WHAT THE EXERCISE ASKS:
Give back only the line containing "Parse this page: labels, road" and every line after it through the end of the data below, transcribed exactly.

═════ DATA ═════

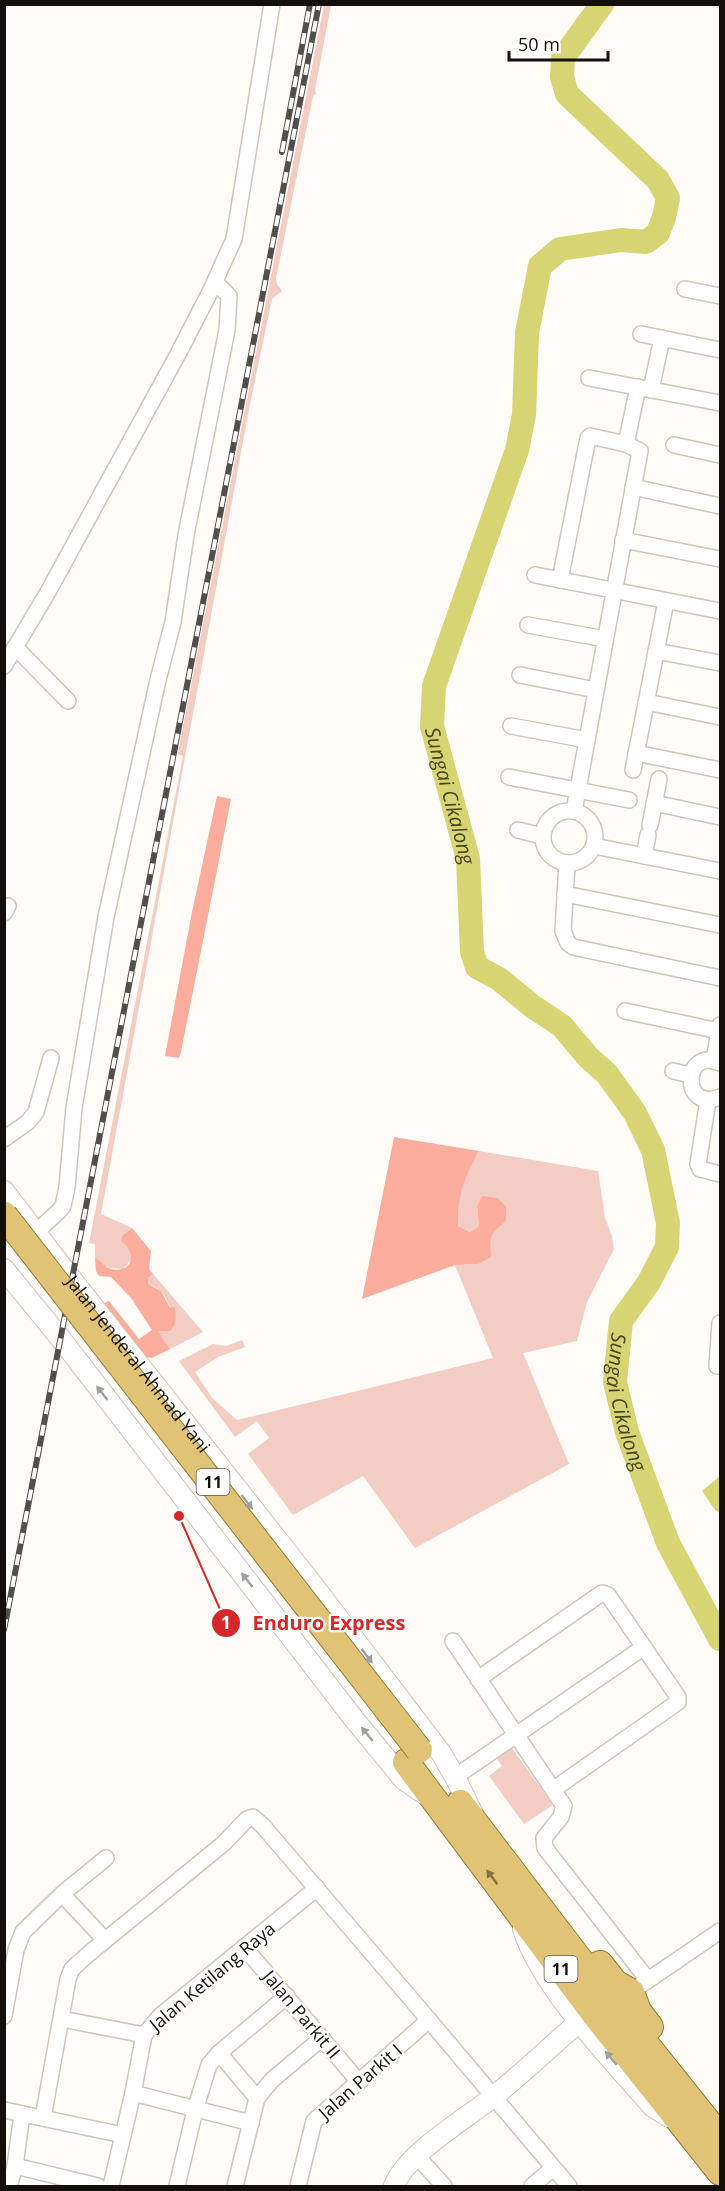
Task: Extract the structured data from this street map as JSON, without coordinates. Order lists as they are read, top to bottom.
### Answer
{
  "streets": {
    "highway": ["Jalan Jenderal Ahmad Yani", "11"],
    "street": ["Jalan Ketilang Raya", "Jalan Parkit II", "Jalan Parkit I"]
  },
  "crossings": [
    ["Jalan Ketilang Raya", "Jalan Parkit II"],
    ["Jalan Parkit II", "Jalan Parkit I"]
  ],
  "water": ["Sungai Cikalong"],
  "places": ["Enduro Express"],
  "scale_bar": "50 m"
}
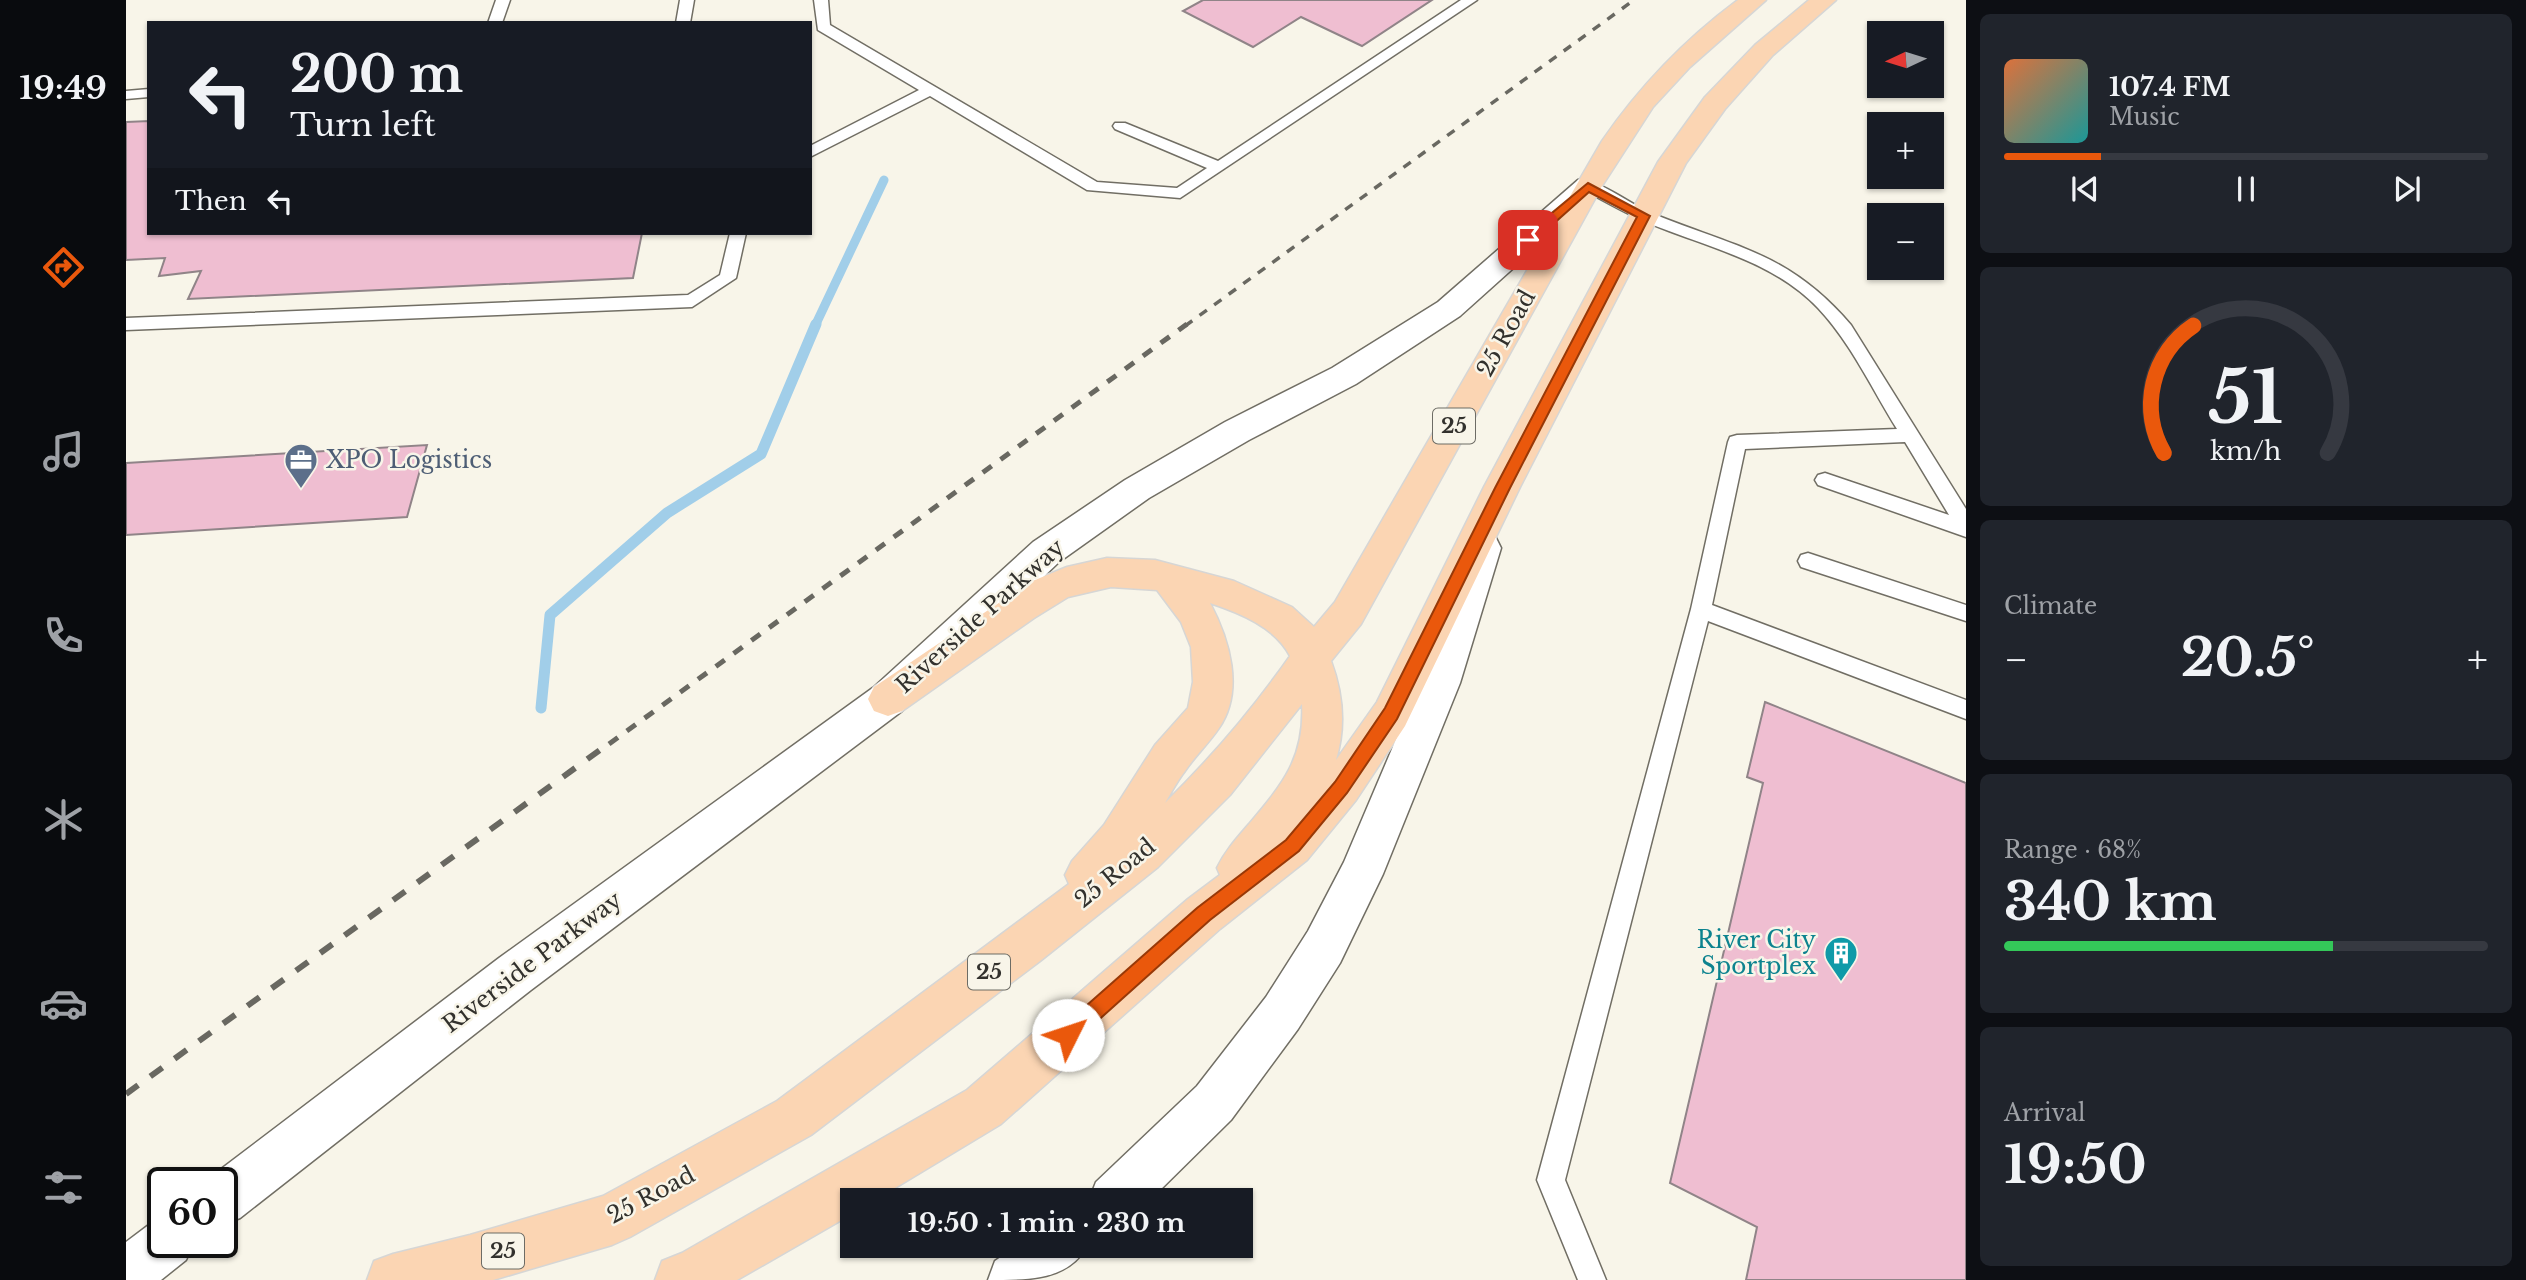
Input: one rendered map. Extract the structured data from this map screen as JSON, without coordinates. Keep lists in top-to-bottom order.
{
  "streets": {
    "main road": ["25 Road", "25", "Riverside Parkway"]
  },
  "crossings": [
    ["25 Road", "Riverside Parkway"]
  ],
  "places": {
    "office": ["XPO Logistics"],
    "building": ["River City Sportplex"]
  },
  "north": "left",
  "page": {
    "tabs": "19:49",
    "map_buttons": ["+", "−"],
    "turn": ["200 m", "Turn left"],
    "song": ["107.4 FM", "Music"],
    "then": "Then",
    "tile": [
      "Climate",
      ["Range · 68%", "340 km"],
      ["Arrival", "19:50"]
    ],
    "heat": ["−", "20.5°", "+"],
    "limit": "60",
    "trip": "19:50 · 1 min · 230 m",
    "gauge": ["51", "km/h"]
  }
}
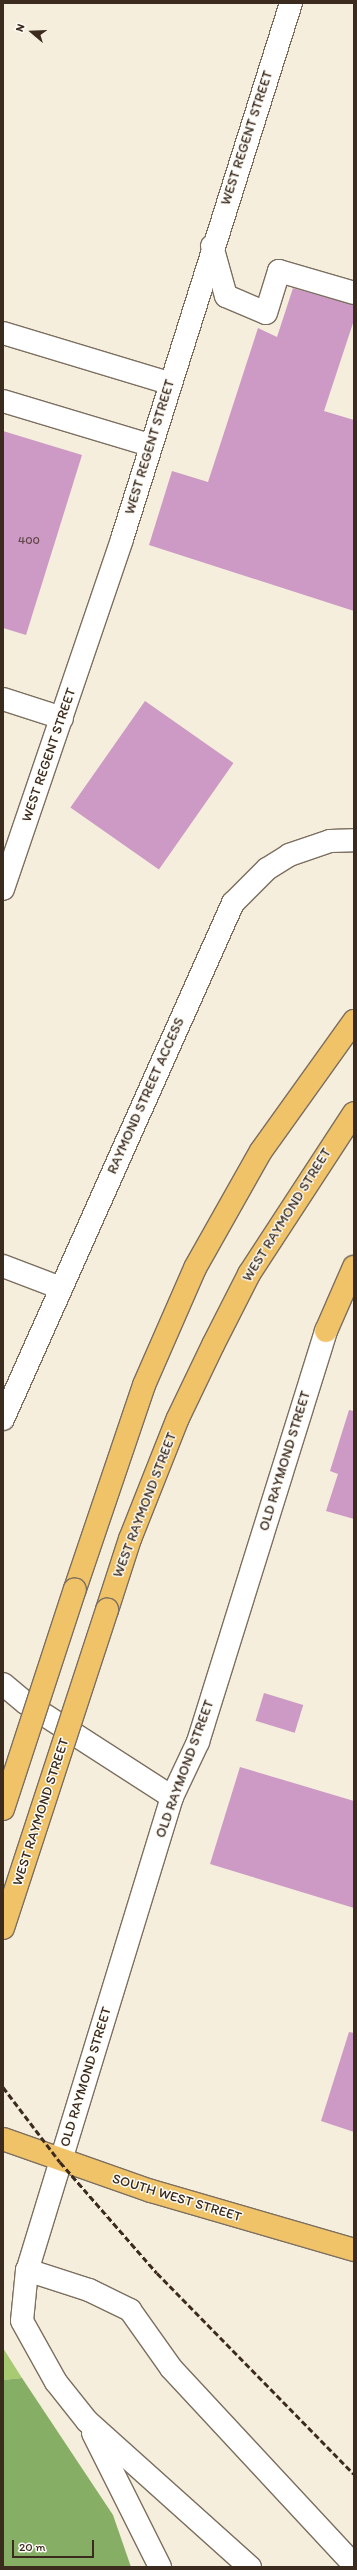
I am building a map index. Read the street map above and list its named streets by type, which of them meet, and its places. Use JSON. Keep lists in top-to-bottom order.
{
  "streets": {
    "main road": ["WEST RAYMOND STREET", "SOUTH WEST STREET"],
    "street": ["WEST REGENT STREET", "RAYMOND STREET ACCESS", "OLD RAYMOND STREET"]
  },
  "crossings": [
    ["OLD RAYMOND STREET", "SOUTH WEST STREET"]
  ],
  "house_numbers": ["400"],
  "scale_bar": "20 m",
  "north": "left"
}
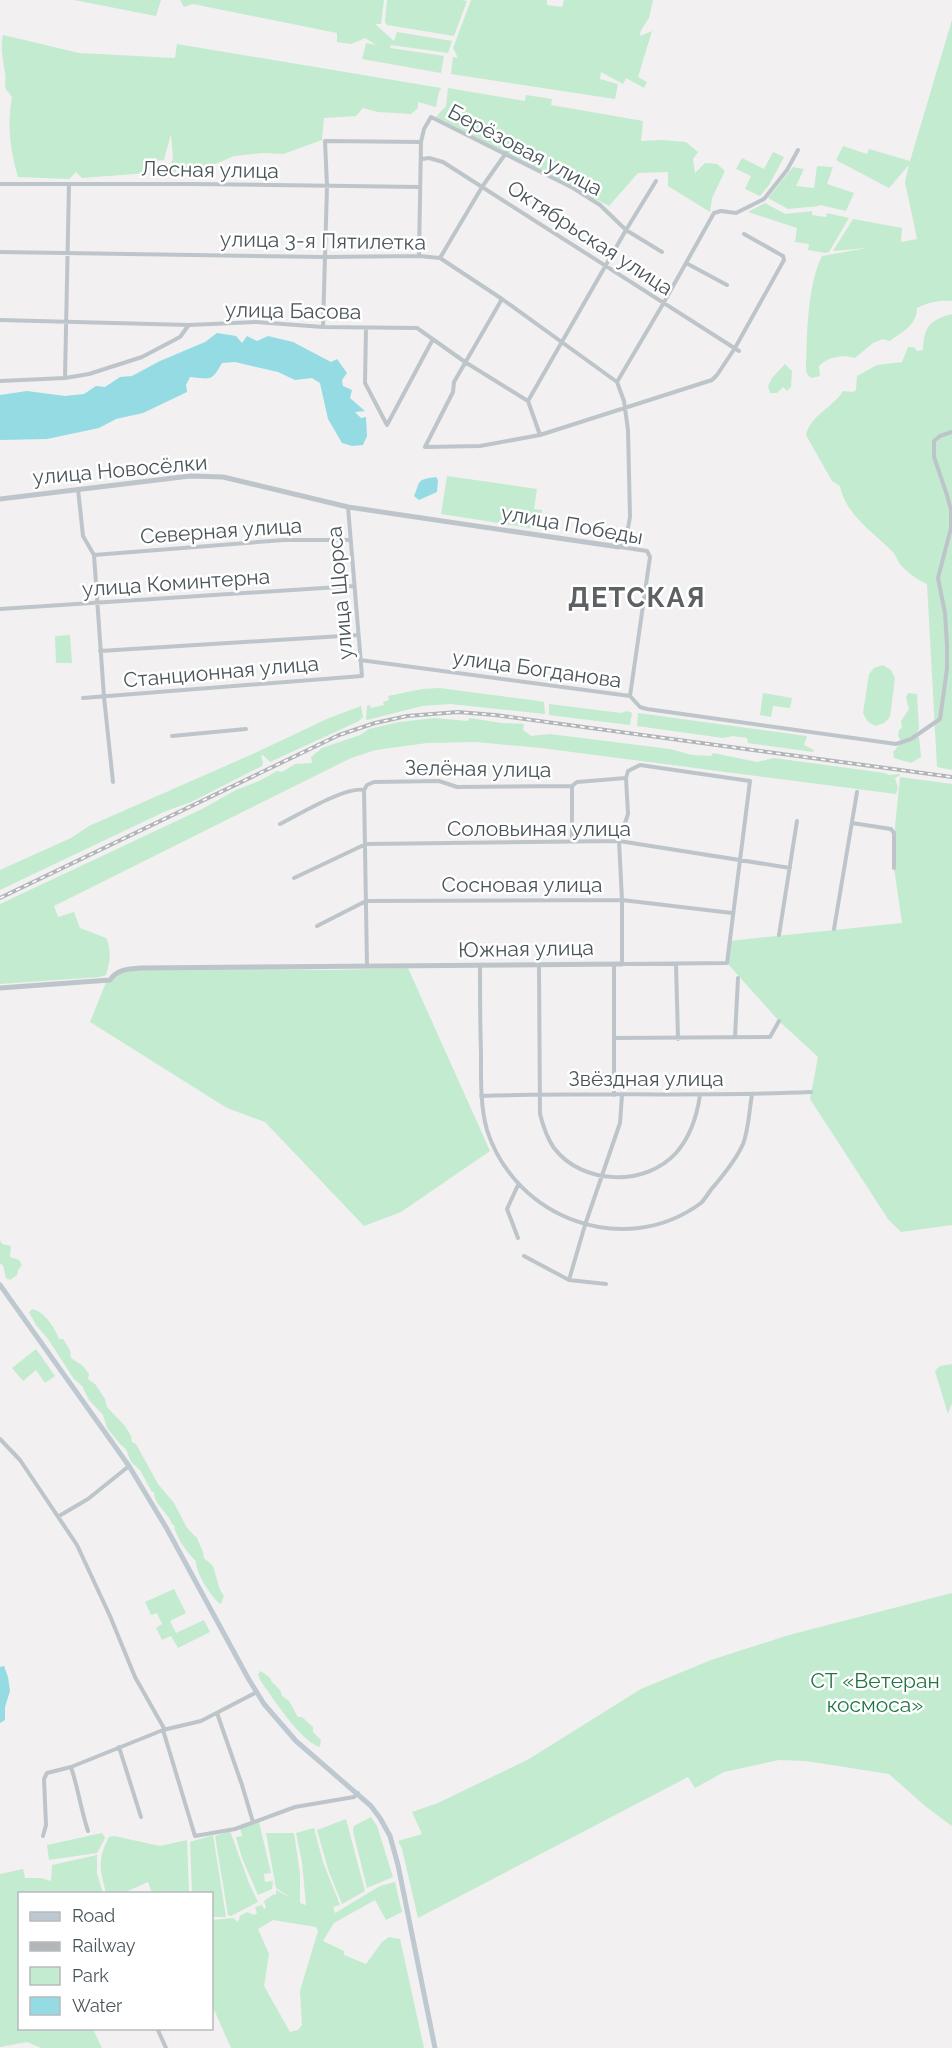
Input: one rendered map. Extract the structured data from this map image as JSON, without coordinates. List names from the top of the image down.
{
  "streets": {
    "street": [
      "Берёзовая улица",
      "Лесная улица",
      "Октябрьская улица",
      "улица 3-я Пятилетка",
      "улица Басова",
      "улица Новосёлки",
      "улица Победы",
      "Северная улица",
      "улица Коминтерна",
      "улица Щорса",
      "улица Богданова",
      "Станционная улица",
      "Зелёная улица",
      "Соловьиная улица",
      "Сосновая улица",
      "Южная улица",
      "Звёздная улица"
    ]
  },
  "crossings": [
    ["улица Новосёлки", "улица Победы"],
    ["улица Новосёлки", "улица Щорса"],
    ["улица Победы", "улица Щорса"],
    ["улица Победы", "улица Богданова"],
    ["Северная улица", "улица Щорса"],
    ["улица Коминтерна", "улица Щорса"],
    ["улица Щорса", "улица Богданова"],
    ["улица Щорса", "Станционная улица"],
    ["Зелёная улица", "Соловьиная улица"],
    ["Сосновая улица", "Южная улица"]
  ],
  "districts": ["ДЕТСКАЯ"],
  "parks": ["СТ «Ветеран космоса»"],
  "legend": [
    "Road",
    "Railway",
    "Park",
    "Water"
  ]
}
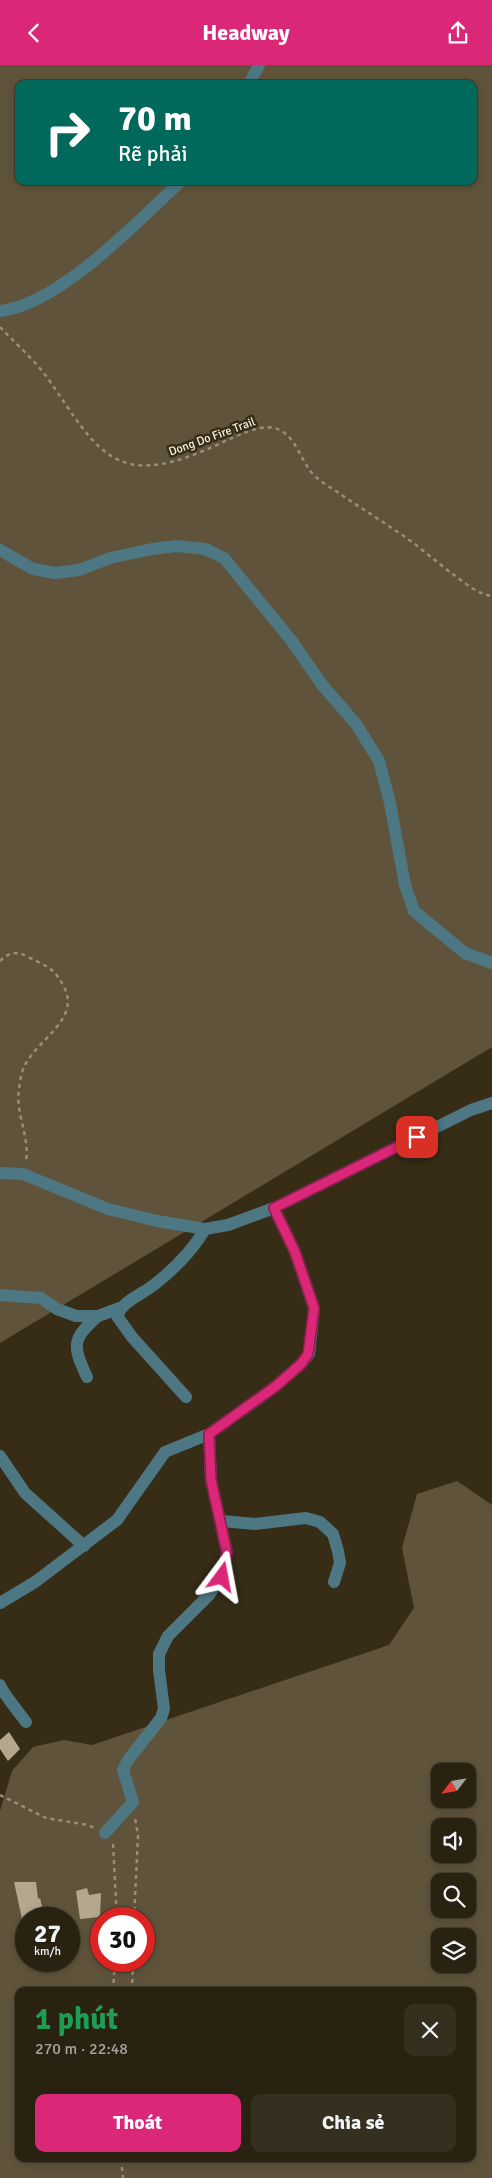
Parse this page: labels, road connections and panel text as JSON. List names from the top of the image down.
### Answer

═════

ANSWER BOX:
Parse this page: labels, road connections and panel text as JSON. List names from the top of the image down.
### Answer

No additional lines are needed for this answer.